'Schmigadoon!' Director Barry Sonnenfeld On His Favorite Song And Dance Number In The New Musical Comedy Series [Interview]
In the opening minutes of the forthcoming AppleTV+ series Schmigadoon!, New York City residents Melissa (Cecily Strong) and Josh (Keegan-Michael Key) find themselves lost in the woods on a camping trip. But just like the protagonists of the 1954 MGM movie Brigadoon, they suddenly stumble into a mystical town that seems to appear out of nowhere. Melissa and Josh quickly realize that they're trapped in this town – one in which the residents break out into elaborate song and dance numbers as if they were characters in classic Hollywood musicals of old. The couple can't escape until they find true love...so it's unfortunate that their relationship is on the rocks.
Veteran filmmaker Barry Sonnenfeld (Men in Black) directed all six episodes of Schmigadoon!, and I had the pleasure of speaking with him about incorporating different visual styles into this series, injecting a sense of reality into heightened scenarios, the surprising fact that he is "not a musical guy," and more.
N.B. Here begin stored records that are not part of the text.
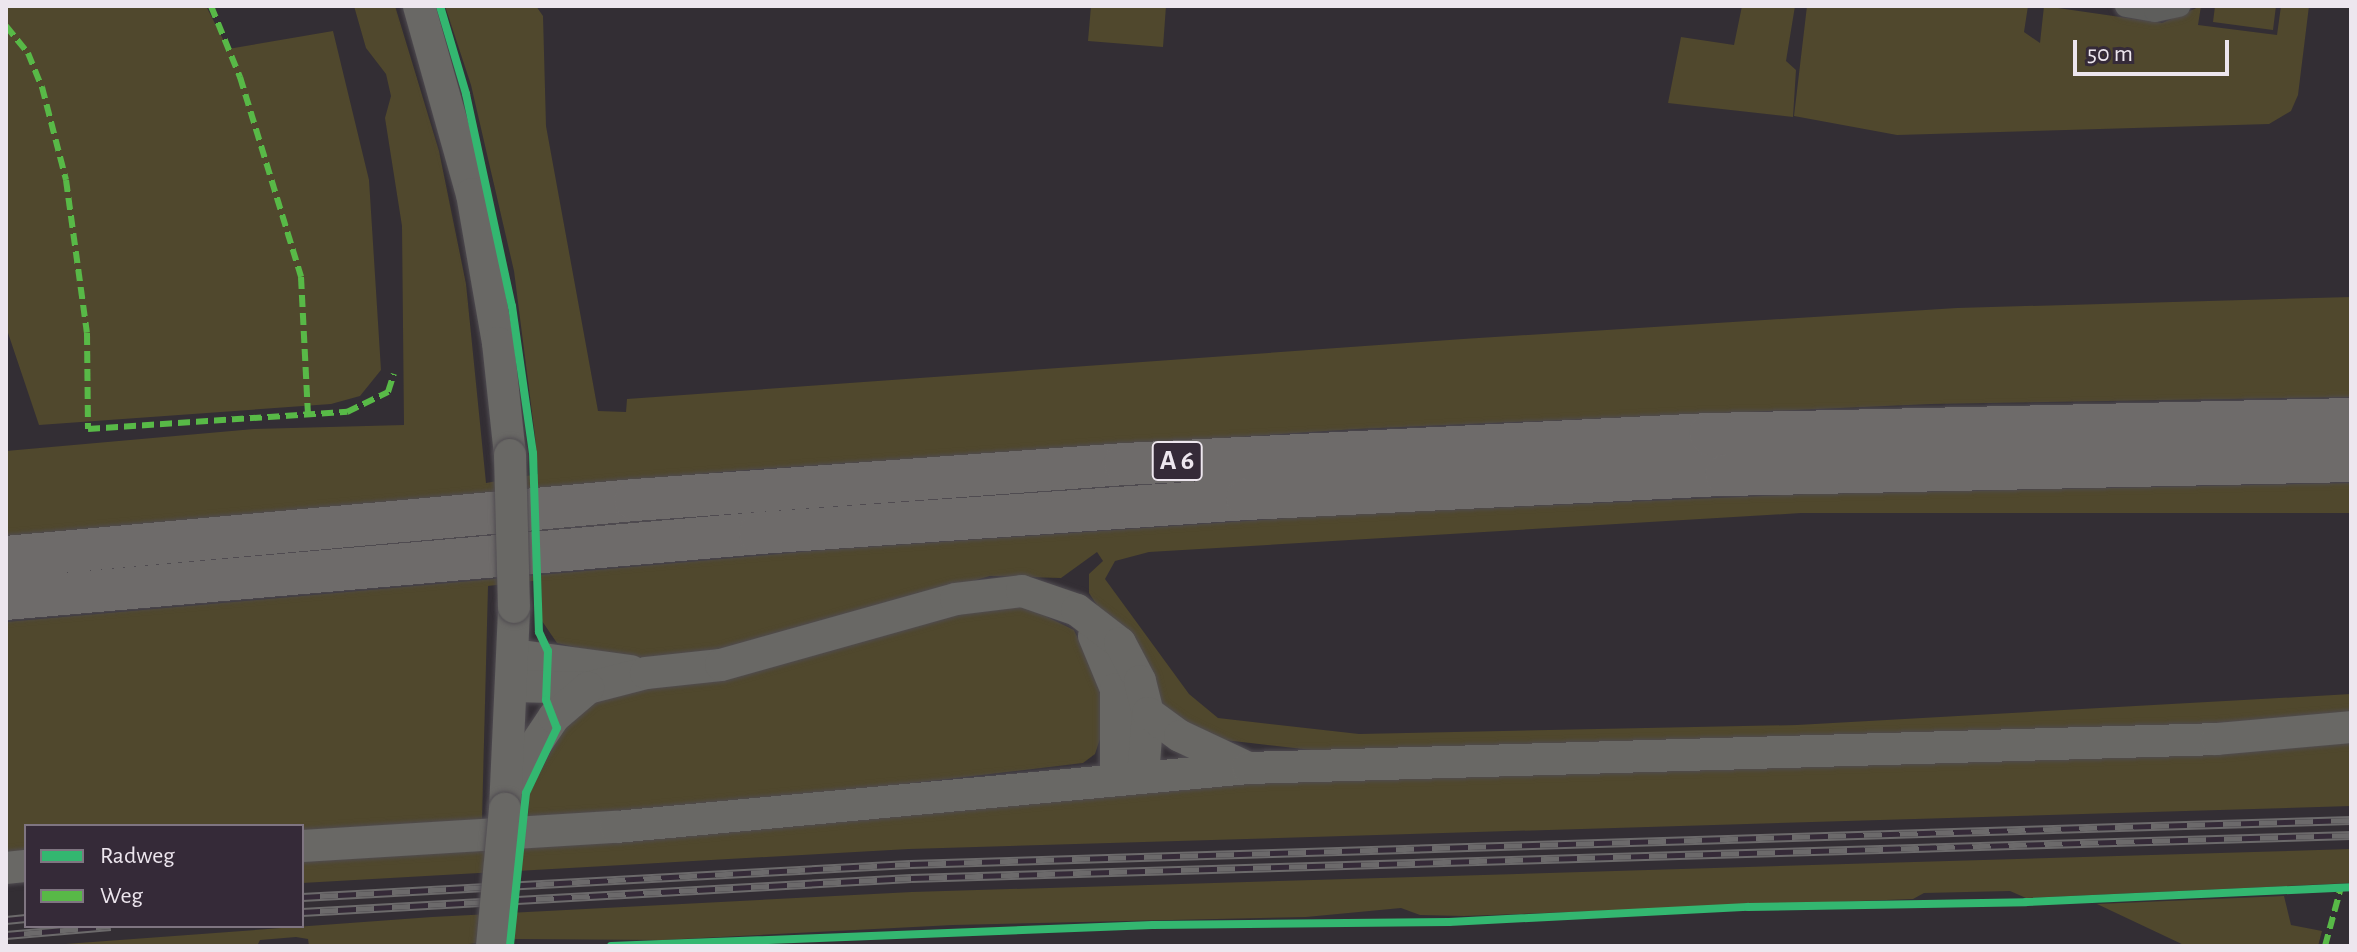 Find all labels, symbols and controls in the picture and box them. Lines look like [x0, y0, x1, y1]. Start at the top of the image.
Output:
scale bar [2077, 24, 2233, 74]
text: 50 m [2087, 42, 2133, 66]
road number: A 6 [1151, 437, 1203, 485]
legend [24, 824, 304, 928]
text: Radweg [100, 844, 175, 868]
text: Weg [100, 884, 143, 908]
Schmigadoon! is a throwback to Golden Age musicals, but it also has a more modern component with its two lead characters. What sort of visual balance did you need to strike in terms of recreating the look of some of those old classics, while also incorporating a modern touch?
Well, that was exactly the challenge. [laughs] What we did is, I looked at a lot of musicals. I was not a musical guy, and then having researched musicals, I remembered why I'm not a musical guy. So we brought a lot from those old musicals. We wanted it to feel like it was shot on a stage, even when we were outside. We wanted the background to be very painterly. I wanted to shoot the dance and singing numbers the way the MGM musicals used to shoot them, which is head to toe. I hate the way a lot of modern musicals are shot where people are shot waist and up, or in close up, or inserts of feet. I want to see the full actor dancing. I think the audience knows when it's the actor or when it's a double or something. So I took a lot of those rules and used them, and what I bring to things is I like to use very wide-angle lenses, which weren't used in that era. But there's a certain energy to wide-angle lenses that I really like. And then Bo Welch, the production designer, and I worked really hard along with wardrobe and along with [showrunner] Cinco Paul, and it was fun to create that world and make it sort of familiar, yet a little bit more modern.
I want to go back to something you said earlier, when you were revisiting those musicals and remembered why you aren't a musical guy. Can you elaborate on that a little?
Yeah, I like reality. I like reality in my comedies. I once did a show with Tom Sizemore, and after the first day of shooting, I said, "Tom, I'm going to have to fire you," and he said, "Why?" And I said, "You're trying to be funny." He said, "It's a comedy!" I said, "Don't be funny, be real. If the situation is funny, you'll be funny. If the situation is not funny, don't help it by your stupid acting by being funny." So the challenge for me with musicals is I'm buying into this reality where suddenly people stop and sing. For me to embrace that reality, which seems a little off to me, I really needed to feel – and I think Cinco did a great job in creating that through the script – that people singing is just part of their reality. What's great in Schmigadoon, people just break out into a song as part of their normal activity. In fact, at one point Cecily's character says to Aaron [Tveit]'s character, "That was a great song," and Aaron says, "What song?" They don't even know they're singing, you know? So for me, that helped buy into their reality. That singing is part of their reality, and therefore it's OK. Once I got that, I was able to embrace people singing. And in fact, they were my favorite days. The days when I was shooting singing and dancing numbers were the happiest days for me on the set.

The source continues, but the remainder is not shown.